#### [Required work]
In the entries that follow, which lines hold the string "accent"? List them.

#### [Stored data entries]
+++

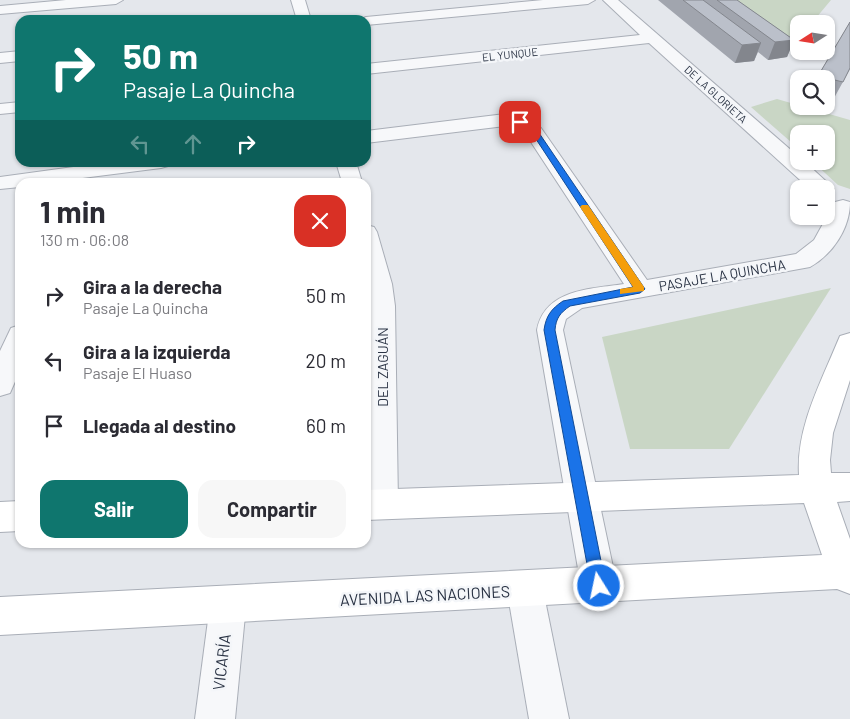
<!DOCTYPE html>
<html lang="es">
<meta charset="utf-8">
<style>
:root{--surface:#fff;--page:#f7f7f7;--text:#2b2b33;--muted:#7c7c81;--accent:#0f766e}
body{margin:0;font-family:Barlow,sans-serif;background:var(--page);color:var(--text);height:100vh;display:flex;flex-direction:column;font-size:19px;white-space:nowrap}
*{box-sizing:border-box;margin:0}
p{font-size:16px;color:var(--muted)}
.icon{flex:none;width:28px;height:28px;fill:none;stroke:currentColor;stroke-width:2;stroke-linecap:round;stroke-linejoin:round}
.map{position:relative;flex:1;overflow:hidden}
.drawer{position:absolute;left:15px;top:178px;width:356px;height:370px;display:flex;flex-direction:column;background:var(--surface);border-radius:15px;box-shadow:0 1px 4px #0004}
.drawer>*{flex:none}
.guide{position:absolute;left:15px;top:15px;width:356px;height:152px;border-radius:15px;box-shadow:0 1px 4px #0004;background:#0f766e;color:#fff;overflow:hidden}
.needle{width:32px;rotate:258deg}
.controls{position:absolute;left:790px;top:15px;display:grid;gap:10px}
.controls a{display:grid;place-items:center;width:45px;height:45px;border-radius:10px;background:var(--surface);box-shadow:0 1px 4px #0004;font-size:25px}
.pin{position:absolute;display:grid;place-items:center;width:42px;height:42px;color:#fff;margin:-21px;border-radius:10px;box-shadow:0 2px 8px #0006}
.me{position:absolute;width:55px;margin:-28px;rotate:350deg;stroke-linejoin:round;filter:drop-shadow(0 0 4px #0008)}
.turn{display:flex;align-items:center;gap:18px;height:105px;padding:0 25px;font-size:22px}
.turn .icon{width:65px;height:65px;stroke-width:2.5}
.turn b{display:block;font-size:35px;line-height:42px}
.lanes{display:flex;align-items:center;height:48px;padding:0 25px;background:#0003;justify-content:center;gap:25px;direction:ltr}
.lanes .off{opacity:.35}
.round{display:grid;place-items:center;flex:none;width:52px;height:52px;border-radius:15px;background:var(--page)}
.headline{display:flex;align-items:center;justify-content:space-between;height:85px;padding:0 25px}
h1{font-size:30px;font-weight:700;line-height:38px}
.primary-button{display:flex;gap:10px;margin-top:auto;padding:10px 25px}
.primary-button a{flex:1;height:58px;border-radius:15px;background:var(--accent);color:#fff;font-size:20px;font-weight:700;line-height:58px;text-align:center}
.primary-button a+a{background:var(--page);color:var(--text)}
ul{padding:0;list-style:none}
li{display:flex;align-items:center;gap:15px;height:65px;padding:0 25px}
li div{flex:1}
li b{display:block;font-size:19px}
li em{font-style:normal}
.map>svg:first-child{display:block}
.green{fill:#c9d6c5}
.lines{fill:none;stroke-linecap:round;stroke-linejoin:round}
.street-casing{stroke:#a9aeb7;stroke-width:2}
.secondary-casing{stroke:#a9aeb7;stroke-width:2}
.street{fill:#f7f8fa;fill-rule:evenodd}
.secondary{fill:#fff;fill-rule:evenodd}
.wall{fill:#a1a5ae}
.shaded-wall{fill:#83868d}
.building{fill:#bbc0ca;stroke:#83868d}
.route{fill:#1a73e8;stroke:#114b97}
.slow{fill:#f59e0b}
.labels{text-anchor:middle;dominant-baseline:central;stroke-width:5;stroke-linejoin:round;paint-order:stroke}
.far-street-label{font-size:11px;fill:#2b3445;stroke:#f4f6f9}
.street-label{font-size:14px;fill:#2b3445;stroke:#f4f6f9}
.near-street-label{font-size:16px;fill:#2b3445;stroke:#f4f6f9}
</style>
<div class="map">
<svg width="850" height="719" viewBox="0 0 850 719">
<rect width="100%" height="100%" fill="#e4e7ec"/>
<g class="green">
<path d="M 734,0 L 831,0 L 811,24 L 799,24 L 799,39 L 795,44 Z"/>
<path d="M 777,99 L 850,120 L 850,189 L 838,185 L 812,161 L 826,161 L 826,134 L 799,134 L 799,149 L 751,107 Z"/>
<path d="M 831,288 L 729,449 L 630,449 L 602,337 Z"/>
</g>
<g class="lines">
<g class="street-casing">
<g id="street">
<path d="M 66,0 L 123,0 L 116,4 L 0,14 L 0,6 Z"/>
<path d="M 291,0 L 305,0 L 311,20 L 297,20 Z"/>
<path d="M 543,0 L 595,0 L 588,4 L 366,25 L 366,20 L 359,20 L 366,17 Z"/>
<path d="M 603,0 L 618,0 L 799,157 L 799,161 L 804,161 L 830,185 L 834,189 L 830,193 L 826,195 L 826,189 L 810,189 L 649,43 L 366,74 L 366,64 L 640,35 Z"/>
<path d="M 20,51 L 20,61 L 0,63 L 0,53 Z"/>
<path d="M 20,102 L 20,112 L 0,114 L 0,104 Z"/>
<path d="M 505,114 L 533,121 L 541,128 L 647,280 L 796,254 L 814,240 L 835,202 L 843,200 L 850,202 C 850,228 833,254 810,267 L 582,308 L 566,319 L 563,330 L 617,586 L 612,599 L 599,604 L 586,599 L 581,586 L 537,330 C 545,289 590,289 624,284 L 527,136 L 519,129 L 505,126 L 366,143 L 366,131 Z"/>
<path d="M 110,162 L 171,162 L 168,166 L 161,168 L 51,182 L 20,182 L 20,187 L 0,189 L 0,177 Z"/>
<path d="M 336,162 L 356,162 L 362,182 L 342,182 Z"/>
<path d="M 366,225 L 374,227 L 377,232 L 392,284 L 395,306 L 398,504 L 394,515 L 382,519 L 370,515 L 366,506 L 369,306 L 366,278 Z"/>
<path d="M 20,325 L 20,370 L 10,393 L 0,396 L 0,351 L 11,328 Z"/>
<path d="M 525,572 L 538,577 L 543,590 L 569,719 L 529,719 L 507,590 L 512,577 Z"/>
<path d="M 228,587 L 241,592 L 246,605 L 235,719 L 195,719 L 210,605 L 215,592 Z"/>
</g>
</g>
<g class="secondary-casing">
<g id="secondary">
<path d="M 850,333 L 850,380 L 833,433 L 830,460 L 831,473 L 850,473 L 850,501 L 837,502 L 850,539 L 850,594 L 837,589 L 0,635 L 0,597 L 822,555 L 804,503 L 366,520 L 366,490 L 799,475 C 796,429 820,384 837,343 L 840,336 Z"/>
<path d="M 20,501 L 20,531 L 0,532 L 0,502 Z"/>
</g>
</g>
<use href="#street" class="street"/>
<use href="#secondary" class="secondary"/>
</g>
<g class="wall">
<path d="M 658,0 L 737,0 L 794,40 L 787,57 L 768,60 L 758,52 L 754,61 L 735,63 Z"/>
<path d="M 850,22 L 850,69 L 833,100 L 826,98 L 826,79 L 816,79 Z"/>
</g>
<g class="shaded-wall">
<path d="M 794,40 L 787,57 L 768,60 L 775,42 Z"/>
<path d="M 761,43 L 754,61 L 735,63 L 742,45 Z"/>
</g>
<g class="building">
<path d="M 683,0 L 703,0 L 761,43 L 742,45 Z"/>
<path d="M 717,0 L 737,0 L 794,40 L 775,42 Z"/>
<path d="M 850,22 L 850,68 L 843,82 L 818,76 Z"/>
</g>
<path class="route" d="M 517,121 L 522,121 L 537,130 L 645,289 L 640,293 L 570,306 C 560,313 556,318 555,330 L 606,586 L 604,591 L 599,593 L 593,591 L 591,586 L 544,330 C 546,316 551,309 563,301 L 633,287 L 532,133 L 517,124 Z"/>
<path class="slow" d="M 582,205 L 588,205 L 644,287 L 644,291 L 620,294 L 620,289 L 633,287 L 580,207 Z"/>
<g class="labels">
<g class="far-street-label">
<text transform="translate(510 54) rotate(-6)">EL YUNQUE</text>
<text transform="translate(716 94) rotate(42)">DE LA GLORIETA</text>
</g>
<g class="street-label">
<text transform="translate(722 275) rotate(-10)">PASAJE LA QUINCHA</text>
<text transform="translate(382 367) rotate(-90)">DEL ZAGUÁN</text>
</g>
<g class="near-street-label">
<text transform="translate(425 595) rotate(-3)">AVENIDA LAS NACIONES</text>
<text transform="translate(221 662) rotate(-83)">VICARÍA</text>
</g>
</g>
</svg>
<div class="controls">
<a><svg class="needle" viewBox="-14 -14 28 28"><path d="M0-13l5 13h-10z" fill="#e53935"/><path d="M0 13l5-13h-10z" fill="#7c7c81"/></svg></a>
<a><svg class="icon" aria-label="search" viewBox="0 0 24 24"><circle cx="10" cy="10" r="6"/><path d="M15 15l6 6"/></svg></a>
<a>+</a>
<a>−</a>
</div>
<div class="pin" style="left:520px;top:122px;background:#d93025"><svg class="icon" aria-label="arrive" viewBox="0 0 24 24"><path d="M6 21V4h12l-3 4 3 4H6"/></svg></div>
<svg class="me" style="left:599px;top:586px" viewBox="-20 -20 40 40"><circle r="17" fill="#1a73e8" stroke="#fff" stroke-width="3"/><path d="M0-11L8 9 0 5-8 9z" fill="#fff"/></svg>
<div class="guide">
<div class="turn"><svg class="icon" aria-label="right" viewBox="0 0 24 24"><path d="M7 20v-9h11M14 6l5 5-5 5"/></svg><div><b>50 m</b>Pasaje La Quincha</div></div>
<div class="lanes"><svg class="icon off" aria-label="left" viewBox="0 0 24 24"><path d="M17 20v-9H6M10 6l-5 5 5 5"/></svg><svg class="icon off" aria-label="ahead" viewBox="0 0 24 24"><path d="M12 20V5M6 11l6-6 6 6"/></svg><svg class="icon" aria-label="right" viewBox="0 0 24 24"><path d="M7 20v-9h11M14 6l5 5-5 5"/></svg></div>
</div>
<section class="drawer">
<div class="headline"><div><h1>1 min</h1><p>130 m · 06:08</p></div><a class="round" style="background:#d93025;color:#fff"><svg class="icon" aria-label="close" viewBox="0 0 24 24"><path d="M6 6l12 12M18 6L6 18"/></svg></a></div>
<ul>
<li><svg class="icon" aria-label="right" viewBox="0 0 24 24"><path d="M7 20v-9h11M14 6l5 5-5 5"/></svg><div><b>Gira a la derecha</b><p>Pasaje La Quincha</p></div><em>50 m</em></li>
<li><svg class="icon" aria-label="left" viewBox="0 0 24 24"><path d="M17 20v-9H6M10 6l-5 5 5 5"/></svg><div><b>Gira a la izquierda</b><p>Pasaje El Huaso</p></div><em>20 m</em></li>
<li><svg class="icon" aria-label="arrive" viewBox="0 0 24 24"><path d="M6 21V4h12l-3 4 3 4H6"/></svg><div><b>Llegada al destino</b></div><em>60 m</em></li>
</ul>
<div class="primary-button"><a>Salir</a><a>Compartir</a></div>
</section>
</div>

+++

#### [Answer area]
:root{--surface:#fff;--page:#f7f7f7;--text:#2b2b33;--muted:#7c7c81;--accent:#0f766e}
.primary-button a{flex:1;height:58px;border-radius:15px;background:var(--accent);color:#fff;font-size:20px;font-weight:700;line-height:58px;text-align:center}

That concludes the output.